El agua y sus metáforas también ocupan, como no, un lugar central en este poemario tan tutelado por la Palabra, recordándonos de qué forma, en el inicio de los tiempos, el espíritu de Dios aleteaba sobre las aguas para fecundarlas. Más adelante, Jesús repetirá muchas de sus señales ligándolas al agua en sus múltiples y variadas formas. Entre ellas, especialmente hermosa esa llamada tranquilizadora a la calma con ese hermosísimo "soy yo". De aquí que Mena cruce el poemario con abundantes metáforas en las que el mar, sus olas, o sus vaivenes hablan de cómo es asumido el mensaje de Cristo por el hombre: "Una palabra tibia que navega/ en el vaivén del tiempo de ola en ola,/ si pronunciada apenas por el hombre."
Precioso es también, en este sentido, el poema "Ante el Cristo Yacente", en el que le señala "igual que un mar cansado", y del que afirma que "hoy eres mar muriendo abandonado". Un mar muriendo abandonado… la imagen nos retumba entre los labios tras leerla en voz alta, con el desbordamiento de melancolía varada que la imagen emana. Y no se puede obviar tampoco toda la simbología anudada al mar como imagen de la vida eterna. También en "Misterio de dolores" será el propio mar el que solloce humanizándose junto al hombre en su íntimo daño: "solloza el mar en tiempo naufragado".
Mientras la trama de la Pasión de Cristo nos sumerge en las tinieblas, todo el poemario va ascendiendo, a la vez, en luminosidad y en la procedencia de sus símbolos según avanza el tránsito de la muerte hacia la Luz. De este modo, si en la primera y segunda parte dominaban la mirada lóbrega y el corazón abatido, en "Azul-Mensaje", el apartado final del poemario escuchamos a toda la naturaleza hacerse una en alegría.

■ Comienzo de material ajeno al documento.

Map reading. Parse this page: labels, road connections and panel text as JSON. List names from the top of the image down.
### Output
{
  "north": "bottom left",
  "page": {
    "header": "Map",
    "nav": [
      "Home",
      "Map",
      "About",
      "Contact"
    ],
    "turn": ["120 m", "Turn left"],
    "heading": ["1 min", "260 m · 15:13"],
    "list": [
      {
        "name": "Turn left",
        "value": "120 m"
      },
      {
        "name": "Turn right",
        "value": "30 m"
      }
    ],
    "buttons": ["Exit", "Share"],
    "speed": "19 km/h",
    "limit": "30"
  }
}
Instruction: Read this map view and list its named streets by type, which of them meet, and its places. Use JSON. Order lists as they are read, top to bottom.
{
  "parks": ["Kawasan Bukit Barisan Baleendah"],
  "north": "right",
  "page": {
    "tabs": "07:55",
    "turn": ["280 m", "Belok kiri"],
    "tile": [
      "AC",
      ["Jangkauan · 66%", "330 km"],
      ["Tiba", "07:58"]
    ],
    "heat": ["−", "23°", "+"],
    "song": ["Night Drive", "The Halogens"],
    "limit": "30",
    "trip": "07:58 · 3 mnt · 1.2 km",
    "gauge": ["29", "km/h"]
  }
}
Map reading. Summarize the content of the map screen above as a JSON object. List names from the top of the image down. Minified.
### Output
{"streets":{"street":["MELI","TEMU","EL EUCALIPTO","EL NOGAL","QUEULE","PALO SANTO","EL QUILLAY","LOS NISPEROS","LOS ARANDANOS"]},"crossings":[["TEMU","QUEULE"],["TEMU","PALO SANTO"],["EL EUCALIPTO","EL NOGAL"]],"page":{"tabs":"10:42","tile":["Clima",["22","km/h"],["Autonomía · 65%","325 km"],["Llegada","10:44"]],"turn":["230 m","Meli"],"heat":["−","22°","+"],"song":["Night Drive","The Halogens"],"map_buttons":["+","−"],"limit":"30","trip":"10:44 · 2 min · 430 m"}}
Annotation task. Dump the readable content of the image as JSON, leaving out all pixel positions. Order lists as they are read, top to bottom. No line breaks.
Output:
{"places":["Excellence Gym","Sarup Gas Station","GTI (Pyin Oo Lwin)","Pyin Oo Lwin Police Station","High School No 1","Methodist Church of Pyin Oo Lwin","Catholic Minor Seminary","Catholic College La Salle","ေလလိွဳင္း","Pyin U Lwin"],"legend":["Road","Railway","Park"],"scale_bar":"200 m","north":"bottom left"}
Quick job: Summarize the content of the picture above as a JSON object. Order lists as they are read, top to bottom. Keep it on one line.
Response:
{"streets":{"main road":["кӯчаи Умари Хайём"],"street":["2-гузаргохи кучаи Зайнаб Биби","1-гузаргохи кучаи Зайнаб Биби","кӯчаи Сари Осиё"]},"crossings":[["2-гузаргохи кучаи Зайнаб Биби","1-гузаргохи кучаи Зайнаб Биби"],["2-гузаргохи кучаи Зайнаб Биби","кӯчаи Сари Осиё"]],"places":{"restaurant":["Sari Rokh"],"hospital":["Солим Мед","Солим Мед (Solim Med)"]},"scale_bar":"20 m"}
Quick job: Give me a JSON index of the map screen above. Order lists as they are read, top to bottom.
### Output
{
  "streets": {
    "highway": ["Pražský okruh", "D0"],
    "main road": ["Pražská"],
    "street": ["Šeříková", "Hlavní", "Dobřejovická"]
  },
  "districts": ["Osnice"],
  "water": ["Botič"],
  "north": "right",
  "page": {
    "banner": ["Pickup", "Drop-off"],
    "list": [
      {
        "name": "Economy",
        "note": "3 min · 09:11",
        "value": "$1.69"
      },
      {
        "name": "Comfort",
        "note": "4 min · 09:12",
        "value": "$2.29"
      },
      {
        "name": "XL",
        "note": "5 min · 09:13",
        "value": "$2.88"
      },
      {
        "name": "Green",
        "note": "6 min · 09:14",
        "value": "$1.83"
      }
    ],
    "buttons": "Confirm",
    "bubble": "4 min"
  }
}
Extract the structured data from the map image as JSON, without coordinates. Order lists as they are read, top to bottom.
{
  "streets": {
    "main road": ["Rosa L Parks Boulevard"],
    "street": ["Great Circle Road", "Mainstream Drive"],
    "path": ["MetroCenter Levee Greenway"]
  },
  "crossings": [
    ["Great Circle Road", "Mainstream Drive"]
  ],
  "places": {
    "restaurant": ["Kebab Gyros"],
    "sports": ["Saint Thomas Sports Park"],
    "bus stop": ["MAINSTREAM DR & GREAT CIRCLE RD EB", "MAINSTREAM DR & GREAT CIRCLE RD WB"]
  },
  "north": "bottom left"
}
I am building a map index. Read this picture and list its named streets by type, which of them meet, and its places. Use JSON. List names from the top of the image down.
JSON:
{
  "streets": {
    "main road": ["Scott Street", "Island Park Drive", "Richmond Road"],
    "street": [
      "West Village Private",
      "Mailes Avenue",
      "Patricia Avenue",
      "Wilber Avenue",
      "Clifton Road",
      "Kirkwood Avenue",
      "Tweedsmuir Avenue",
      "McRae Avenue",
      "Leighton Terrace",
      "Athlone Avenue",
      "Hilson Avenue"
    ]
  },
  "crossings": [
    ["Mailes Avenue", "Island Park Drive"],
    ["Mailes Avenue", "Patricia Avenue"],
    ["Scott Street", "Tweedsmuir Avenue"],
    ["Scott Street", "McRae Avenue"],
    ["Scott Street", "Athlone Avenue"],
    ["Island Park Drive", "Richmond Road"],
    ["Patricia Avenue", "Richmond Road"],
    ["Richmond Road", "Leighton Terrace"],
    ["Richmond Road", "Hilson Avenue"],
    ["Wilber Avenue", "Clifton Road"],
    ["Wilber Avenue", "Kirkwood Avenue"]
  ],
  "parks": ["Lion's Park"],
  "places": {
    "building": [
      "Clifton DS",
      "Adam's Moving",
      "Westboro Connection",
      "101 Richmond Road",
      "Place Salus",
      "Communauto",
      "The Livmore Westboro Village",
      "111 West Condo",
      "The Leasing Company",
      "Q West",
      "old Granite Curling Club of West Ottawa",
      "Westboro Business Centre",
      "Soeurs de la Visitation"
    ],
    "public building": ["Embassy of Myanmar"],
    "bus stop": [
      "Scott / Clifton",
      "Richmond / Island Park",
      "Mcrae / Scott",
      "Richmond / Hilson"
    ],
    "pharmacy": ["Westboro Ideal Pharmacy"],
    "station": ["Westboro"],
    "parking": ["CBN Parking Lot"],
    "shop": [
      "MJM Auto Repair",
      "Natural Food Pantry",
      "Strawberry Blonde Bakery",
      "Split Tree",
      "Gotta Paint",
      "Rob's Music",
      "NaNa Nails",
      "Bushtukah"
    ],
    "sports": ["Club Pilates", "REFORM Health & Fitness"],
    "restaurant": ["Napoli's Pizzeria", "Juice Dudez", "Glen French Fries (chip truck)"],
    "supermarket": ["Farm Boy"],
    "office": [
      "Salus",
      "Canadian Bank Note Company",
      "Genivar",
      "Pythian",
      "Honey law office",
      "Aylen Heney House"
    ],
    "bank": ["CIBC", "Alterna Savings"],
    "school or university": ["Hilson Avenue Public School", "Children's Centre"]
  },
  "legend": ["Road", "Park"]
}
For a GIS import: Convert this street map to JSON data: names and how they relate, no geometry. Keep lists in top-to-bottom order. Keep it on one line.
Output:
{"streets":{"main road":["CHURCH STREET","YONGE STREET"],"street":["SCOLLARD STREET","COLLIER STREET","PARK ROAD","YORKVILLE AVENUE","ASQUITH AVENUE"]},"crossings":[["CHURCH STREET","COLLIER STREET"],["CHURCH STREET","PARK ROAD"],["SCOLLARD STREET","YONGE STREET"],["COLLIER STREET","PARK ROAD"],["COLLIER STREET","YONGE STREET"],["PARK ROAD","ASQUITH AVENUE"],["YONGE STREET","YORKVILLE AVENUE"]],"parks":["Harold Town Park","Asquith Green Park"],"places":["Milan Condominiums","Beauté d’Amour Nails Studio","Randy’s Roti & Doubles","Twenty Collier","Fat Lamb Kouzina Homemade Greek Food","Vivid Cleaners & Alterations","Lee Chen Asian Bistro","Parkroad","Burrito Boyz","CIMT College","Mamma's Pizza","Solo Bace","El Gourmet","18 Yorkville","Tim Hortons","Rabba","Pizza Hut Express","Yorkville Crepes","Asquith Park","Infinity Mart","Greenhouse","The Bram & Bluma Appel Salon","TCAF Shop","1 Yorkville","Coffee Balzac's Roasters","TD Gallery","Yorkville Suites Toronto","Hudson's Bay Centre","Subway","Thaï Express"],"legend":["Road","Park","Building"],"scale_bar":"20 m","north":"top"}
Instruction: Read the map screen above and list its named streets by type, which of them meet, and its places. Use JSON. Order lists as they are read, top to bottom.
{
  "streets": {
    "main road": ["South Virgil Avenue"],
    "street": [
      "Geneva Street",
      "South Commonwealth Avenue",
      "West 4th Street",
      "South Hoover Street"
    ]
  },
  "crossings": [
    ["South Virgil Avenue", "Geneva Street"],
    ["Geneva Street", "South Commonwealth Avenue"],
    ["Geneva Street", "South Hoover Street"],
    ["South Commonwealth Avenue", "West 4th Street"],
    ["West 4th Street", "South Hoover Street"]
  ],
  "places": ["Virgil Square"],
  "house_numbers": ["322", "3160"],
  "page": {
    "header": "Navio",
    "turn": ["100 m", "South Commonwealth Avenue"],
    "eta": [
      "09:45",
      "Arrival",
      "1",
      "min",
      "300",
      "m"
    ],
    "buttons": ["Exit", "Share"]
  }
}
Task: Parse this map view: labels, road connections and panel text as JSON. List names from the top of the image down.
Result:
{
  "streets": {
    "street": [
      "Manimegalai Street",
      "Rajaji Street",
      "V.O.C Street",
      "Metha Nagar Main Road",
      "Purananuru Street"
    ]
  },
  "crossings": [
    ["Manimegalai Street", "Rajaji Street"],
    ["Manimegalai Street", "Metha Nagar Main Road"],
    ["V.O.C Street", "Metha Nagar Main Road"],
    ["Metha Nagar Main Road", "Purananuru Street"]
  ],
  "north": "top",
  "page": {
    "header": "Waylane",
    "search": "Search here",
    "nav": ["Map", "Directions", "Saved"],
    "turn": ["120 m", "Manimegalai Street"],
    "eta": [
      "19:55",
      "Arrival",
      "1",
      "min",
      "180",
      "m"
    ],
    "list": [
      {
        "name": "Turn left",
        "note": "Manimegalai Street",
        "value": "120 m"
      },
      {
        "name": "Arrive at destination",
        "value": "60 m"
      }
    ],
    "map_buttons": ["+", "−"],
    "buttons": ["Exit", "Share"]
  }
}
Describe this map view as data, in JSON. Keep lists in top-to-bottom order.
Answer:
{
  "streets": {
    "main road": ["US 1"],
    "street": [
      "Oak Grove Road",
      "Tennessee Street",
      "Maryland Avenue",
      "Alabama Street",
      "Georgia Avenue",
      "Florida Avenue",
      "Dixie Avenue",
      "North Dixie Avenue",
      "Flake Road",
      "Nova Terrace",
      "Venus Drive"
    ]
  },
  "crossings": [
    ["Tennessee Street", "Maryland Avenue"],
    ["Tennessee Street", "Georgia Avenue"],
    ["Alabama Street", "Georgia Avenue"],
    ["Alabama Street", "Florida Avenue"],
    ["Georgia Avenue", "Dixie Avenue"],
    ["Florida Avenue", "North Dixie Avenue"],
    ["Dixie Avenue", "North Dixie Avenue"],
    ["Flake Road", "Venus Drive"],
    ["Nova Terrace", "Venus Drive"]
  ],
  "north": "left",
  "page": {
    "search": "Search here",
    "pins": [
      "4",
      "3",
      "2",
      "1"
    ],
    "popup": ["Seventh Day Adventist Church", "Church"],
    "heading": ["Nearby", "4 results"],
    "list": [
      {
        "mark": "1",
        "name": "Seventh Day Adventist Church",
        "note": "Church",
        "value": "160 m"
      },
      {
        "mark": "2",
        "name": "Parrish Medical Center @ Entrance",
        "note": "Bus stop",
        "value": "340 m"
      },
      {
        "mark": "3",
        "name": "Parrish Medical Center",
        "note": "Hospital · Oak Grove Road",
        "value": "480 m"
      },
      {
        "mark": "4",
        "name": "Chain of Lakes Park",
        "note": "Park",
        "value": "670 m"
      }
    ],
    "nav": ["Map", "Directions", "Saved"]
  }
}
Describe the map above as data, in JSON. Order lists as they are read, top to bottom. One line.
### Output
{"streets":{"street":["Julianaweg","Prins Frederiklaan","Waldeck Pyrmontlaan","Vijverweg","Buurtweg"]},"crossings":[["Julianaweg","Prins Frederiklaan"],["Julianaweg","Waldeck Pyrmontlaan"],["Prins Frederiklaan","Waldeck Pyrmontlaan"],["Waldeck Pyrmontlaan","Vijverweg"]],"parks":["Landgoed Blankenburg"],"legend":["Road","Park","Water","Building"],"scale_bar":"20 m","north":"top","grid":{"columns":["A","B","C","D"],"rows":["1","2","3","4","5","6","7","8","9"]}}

En "Quédate con nosotros", mientras "caminan en silencio", "llevan puesta/ la esperanza otra vez, escrita en esta/ tarde que canta un pájaro sin nido". El dominio por parte de Francisco Mena de la retórica, y muy concretamente del léxico, permite que este alcance la altura del corazón del hombre, y escuchamos cantar al poeta y nombrar el "alto voltaje/ de este gran sacramento de alegría;/ de gozo y alabanza". Y el gozo y sus señales se acumulan: "El musical arpegio fue la vena/ transmitiendo aquel canto". Surge el vuelo y desciende el Dios al hombre: "Comed, éste es mi cuerpo", y sopla el viento y el "tiempo se deslía" y hay resplandor y cielo y milagro y hermosura…
Es mucho lo que se podría decir de este maravilloso poemario-oración. Pero alargar estas líneas solo retrasa el tiempo de la vuelta del lector a los versos de Francisco Mena Cantero. Y para eso se escribe esto, para dar la buena nueva que, de la mano de Hay un lento silencio y, una vez más, de la Real Cofradía Penitencial de Cristo Yacente de la Misericordia y de la Agonía Redentora, trae a la Semana Santa salmantina este poemario. Y para volver a leerlo, reposado el momento y pasada la Semana Santa. Termina el poemario con un broche final. Se trata del poema que da título a todo el libro en diálogo del poeta con Cristo. Desciende ahora otro silencio, lento, "como el vuelo de un pájaro invisible". Un hermoso endecasílabo surca el cielo del poema y lo resume todo dejándonos sobrecogidos: "hasta el volar la alondra es una herida". Hay palomas y también cansancio y humildad, y una profunda certeza que cierra toda la obra y que es un testimonio en voz alta para todos: "¡Qué triste sería que al llamar a tu perta/ no me reconocieras". Ha llegado el día último. Allí está el hombre y en sus manos, lo que ha sido su vida. Y su fe.